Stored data
=-=-=-=-=
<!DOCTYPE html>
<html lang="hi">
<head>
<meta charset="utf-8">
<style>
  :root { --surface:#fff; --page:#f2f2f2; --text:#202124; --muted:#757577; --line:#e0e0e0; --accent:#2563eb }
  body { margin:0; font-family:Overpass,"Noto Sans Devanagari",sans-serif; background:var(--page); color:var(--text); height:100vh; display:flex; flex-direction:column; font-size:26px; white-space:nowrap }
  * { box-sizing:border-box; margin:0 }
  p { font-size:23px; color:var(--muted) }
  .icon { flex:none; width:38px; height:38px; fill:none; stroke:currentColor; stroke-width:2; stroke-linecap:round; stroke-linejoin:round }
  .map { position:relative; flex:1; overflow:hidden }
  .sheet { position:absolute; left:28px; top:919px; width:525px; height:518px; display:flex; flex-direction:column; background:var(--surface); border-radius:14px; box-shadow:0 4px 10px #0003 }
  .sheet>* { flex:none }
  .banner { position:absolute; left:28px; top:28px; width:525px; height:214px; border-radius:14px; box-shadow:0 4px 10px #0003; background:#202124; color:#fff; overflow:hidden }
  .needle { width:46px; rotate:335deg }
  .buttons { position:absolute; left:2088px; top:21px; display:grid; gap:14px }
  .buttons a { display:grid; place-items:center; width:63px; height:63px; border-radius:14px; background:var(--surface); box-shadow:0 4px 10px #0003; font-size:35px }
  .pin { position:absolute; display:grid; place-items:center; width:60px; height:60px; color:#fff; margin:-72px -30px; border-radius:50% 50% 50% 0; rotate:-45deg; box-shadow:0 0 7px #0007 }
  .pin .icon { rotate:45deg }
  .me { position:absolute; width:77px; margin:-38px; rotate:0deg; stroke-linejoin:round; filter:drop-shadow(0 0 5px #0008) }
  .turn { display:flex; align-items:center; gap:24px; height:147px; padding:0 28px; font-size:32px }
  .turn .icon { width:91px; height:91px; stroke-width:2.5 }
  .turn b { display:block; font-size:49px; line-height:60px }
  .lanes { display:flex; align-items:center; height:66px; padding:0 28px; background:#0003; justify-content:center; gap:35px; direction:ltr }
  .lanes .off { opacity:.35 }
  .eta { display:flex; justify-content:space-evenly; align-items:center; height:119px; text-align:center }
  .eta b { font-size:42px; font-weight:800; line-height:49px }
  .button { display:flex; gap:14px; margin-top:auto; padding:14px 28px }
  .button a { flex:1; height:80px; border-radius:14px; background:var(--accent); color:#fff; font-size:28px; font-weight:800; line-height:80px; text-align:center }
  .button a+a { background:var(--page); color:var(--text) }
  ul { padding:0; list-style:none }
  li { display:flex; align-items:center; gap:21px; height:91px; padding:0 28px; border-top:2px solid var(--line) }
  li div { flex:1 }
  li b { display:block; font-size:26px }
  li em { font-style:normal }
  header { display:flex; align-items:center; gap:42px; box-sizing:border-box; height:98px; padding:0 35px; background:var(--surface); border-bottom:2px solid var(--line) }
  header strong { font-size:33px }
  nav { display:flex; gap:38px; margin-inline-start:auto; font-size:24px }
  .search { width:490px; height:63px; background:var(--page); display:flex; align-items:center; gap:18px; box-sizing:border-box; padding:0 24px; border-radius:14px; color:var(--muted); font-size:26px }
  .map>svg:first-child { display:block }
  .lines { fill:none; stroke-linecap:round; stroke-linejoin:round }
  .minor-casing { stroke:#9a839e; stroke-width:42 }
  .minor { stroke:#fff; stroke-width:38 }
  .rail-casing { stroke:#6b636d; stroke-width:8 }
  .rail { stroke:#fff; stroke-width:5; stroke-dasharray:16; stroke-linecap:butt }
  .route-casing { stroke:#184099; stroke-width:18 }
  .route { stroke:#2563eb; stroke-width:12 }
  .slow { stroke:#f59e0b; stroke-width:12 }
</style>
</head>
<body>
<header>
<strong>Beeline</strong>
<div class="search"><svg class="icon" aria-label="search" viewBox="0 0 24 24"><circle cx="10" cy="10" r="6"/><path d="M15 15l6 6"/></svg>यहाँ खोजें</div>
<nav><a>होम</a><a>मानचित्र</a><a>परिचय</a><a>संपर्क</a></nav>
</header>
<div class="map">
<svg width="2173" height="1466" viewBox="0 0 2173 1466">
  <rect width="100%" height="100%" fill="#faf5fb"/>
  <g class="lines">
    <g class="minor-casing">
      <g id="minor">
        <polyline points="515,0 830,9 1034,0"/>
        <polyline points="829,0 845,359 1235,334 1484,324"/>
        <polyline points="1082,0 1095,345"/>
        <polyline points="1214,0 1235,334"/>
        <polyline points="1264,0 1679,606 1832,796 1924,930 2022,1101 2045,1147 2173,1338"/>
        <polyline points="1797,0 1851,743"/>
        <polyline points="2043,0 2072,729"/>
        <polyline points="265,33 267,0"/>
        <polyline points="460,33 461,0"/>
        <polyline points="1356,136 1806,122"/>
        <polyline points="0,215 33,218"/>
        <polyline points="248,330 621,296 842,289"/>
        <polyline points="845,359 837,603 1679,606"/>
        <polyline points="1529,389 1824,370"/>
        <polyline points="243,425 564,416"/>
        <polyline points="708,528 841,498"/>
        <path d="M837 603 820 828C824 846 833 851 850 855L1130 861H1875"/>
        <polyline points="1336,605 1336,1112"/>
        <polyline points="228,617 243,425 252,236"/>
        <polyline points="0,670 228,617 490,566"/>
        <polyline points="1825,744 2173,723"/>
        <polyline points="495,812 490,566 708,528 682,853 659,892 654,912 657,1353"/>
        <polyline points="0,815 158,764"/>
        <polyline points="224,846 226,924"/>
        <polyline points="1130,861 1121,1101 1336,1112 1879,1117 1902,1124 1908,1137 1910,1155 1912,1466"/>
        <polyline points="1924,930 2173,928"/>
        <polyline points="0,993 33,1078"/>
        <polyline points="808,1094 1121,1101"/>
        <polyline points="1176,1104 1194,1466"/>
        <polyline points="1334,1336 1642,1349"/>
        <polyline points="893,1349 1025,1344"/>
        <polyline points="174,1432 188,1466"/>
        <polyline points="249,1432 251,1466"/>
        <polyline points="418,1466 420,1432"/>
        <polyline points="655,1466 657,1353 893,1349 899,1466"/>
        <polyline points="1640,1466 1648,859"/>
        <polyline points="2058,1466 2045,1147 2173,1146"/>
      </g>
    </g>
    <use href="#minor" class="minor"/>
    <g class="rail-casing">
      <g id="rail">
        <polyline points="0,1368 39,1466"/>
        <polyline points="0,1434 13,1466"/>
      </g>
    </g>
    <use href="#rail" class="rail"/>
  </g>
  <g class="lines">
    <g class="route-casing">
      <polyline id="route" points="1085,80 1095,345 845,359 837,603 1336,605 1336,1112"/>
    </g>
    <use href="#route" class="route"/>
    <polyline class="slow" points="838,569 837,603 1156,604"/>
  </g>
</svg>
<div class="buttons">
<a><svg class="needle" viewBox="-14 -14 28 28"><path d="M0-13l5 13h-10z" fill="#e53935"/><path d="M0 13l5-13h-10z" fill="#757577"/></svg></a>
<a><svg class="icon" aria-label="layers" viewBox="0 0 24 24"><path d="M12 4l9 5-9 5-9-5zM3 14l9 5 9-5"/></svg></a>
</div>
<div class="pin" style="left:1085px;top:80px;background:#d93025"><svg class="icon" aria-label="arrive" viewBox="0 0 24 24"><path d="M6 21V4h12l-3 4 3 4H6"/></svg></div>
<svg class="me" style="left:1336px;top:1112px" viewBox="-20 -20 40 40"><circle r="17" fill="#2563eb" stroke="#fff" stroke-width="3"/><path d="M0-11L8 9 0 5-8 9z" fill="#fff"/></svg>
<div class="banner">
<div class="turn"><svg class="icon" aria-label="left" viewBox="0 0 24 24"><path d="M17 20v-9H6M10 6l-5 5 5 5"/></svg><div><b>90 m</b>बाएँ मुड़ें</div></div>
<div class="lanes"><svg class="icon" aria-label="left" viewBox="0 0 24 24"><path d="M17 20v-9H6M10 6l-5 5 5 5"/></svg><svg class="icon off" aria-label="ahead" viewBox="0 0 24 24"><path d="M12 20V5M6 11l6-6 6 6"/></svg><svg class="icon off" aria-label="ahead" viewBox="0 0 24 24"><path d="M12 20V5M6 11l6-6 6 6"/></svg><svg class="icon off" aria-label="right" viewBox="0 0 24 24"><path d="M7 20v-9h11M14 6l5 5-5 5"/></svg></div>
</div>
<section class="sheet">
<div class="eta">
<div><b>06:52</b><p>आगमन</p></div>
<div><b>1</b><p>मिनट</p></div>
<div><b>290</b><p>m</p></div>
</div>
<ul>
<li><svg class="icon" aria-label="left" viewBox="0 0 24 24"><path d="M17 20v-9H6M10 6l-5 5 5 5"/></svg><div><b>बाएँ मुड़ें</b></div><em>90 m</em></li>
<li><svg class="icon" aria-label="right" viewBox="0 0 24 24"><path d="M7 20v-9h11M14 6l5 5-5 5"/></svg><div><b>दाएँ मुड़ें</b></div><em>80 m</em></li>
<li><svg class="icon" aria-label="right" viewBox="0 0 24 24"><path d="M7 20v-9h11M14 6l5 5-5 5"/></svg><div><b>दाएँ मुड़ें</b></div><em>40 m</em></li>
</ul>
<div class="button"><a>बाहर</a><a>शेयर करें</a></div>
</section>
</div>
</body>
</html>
=-=-=-=-=
■ **TASK OBJECTIVE**
All lines above holding the word "overflow" make up the answer; copy each one.

■ **ANSWER SPACE**
  .map { position:relative; flex:1; overflow:hidden }
  .banner { position:absolute; left:28px; top:28px; width:525px; height:214px; border-radius:14px; box-shadow:0 4px 10px #0003; background:#202124; color:#fff; overflow:hidden }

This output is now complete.